Moreover, more than 11% of construction companies are actually owned by veterans, setting the stage for a wealth of career opportunities that not only welcome veterans, but are in fact veteran-focused from the ground up.

Intentional veteran recruitment

For many veterans, the civilian job application process is unfamiliar, just as the oftentimes competitive environment of the civilian office can feel foreign and discouraging to former service members acclimated to the inherent teamwork of the military. With those facts in mind, many construction companies — even those not owned by veterans — continue to actively recruit veterans, breaking down the application process into an accessible path toward a collaborative work environment.

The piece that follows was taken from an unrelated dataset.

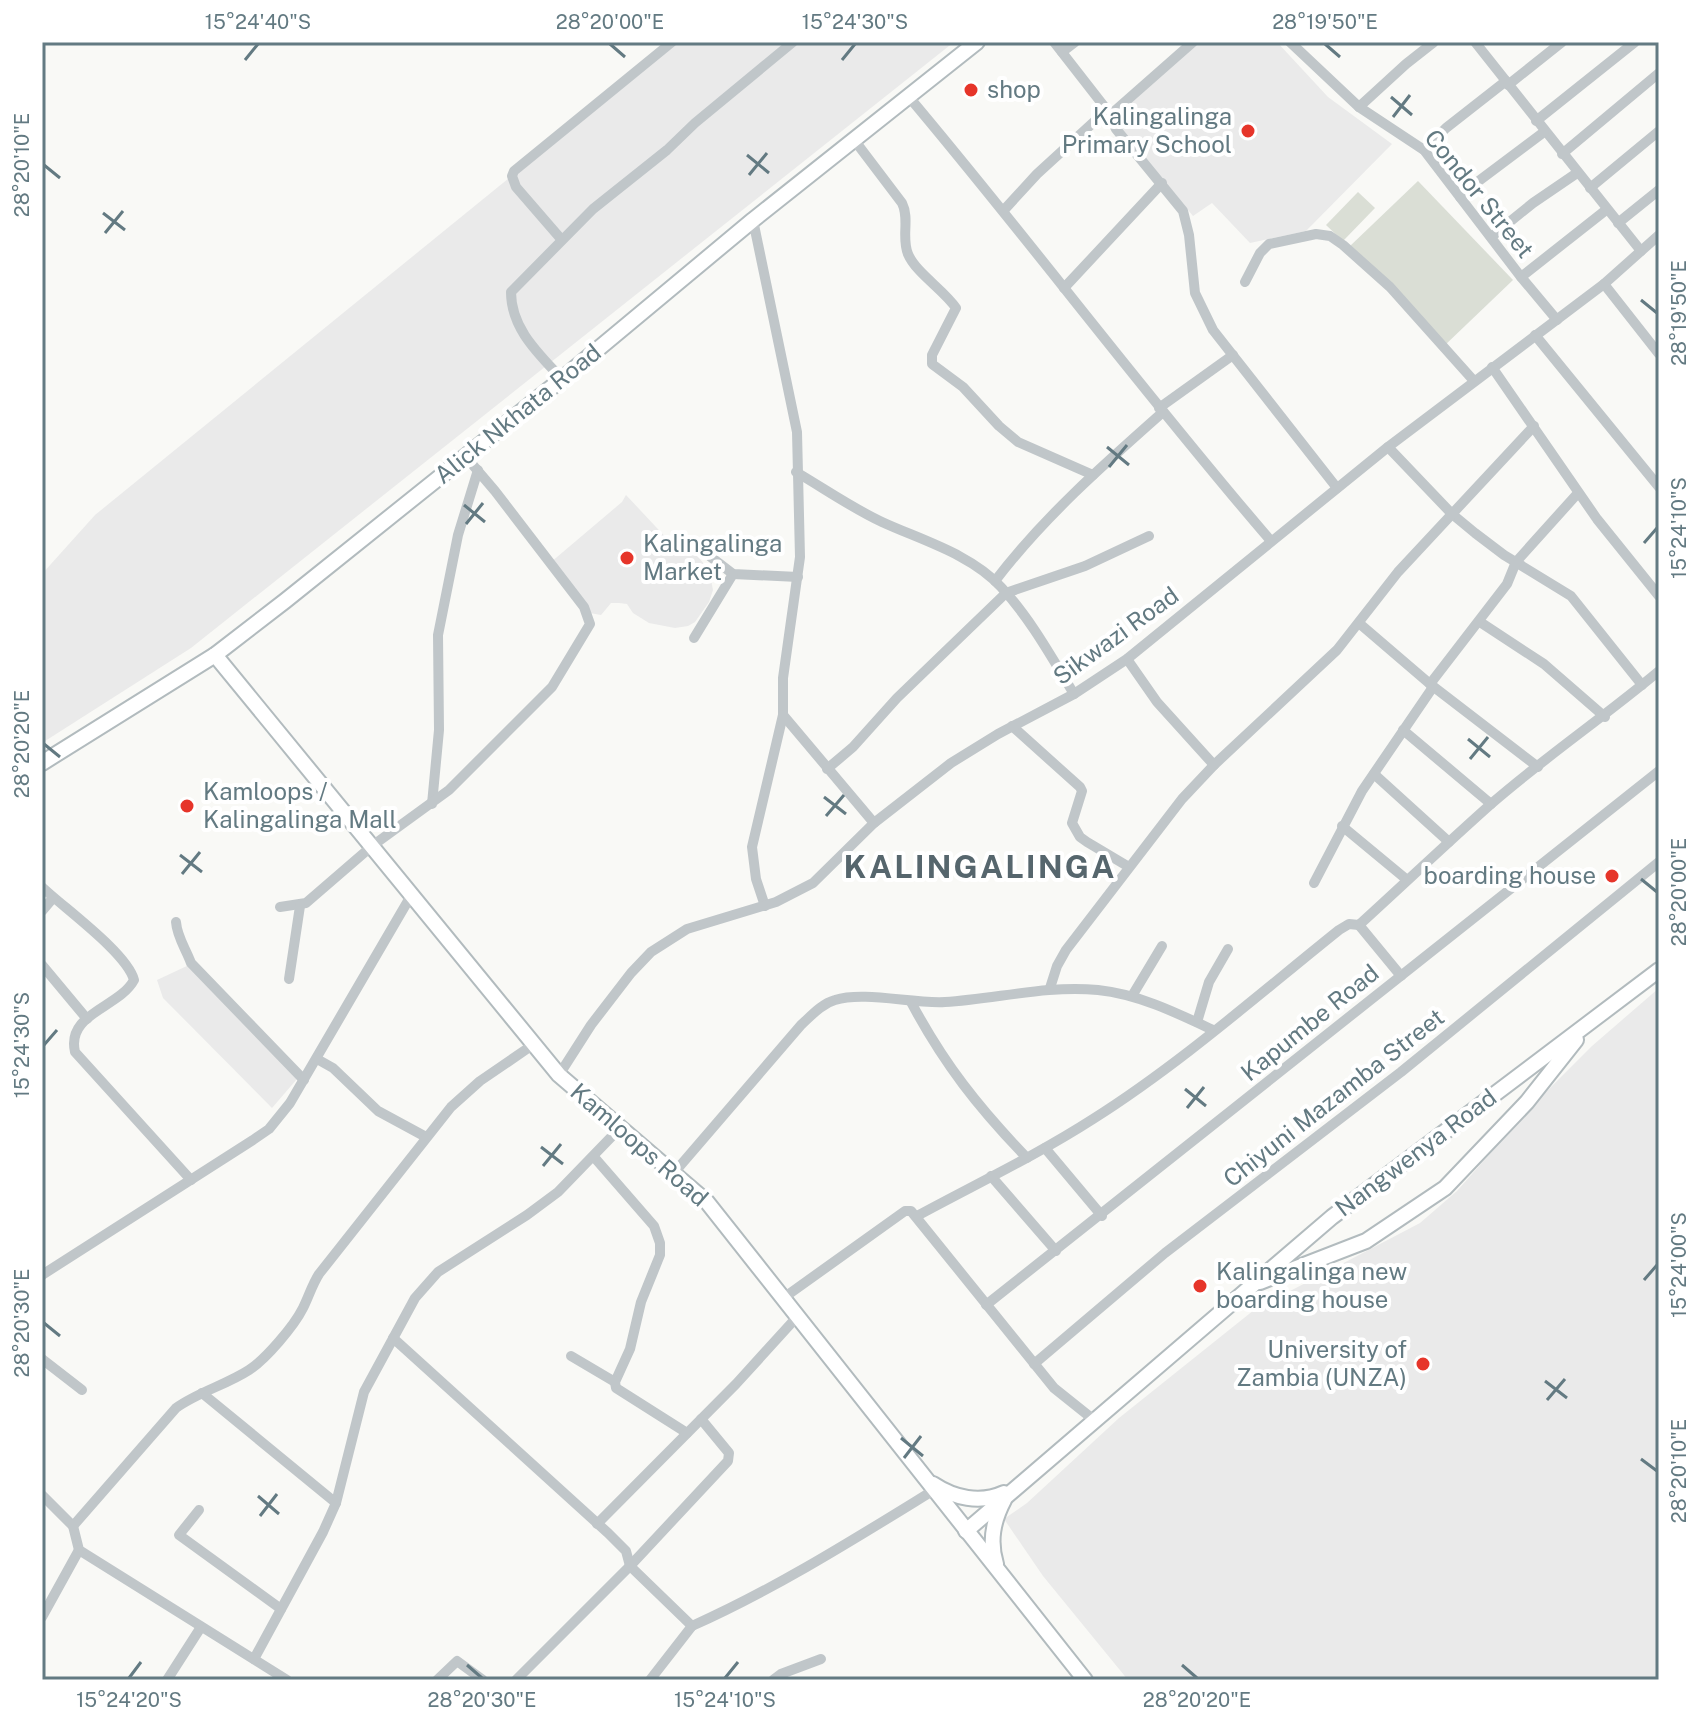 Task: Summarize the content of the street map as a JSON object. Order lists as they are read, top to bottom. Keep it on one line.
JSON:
{"streets":{"main road":["Alick Nkhata Road","Kamloops Road","Nangwenya Road"],"street":["Condor Street","Sikwazi Road","Kapumbe Road","Chiyuni Mazamba Street"]},"crossings":[["Condor Street","Sikwazi Road"],["Alick Nkhata Road","Kamloops Road"],["Sikwazi Road","Kamloops Road"],["Kamloops Road","Nangwenya Road"]],"districts":["KALINGALINGA"],"places":["shop","Kalingalinga Primary School","Kalingalinga Market","Kamloops / Kalingalinga Mall","boarding house","Kalingalinga new boarding house","University of Zambia (UNZA)"],"coordinates":["15°24'40\"S","28°20'00\"E","15°24'30\"S","28°19'50\"E","28°20'10\"E","15°24'10\"S","28°20'20\"E","15°24'00\"S","28°20'30\"E","15°24'20\"S"]}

Industry mentorship and support

The construction industry’s long history with veteran employees has allowed firms to establish veteran-specific mentorship programs and other support systems. Buoyed by both managers and colleagues that seek to lift up their new veteran peers, these former service members are better equipped to tackle the adjustment period. Launching a new career after the military can be incredibly daunting for many (and a wide variety of general resources exist to help ease that transition), but starting off with industry-specific support helps many veterans settle into construction more rapidly and more confidently than those without that supportive community.

“There are many positives that come from being in the military,” said Gordon Childress, executive vice president and general manager at Skanska USA. “There’s amazing camaraderie, and the organization gives people a structured, meaningful life that they may not otherwise have had. Many veterans have returned from war struggling, and those who seek out help face atrocious circumstances. We can’t fully understand what veterans have faced, but we can be a support system. I’m humbled to work alongside Skanska Veterans, and we’re fortunate to have these men and women and the diversity of thought and skills they bring to make Skanska better.”

The construction industry actively works to welcome veterans into its ranks with open arms, supporting the heroes that have served our country as they return to civilian life. It can be a rewarding opportunity for veterans looking to find new purpose in the next phase of their career.

Don Petersen is a general superintendent at Skanska USA Building. Before joining Skanska, he enlisted in the military and served in the United States Navy for 16 years as a civil engineer. His time in the Navy consisted of four years of active duty with three combat deployments, including in Iraq and Afghanistan. While serving in Iraq, he helped to build the longest floating bridge since World War II with the Construction Battalion. He took part in more than 150 projects over the course of his time in the military. Today, Petersen is a Commander (O5) and serves in the U.S. Navy Reserve.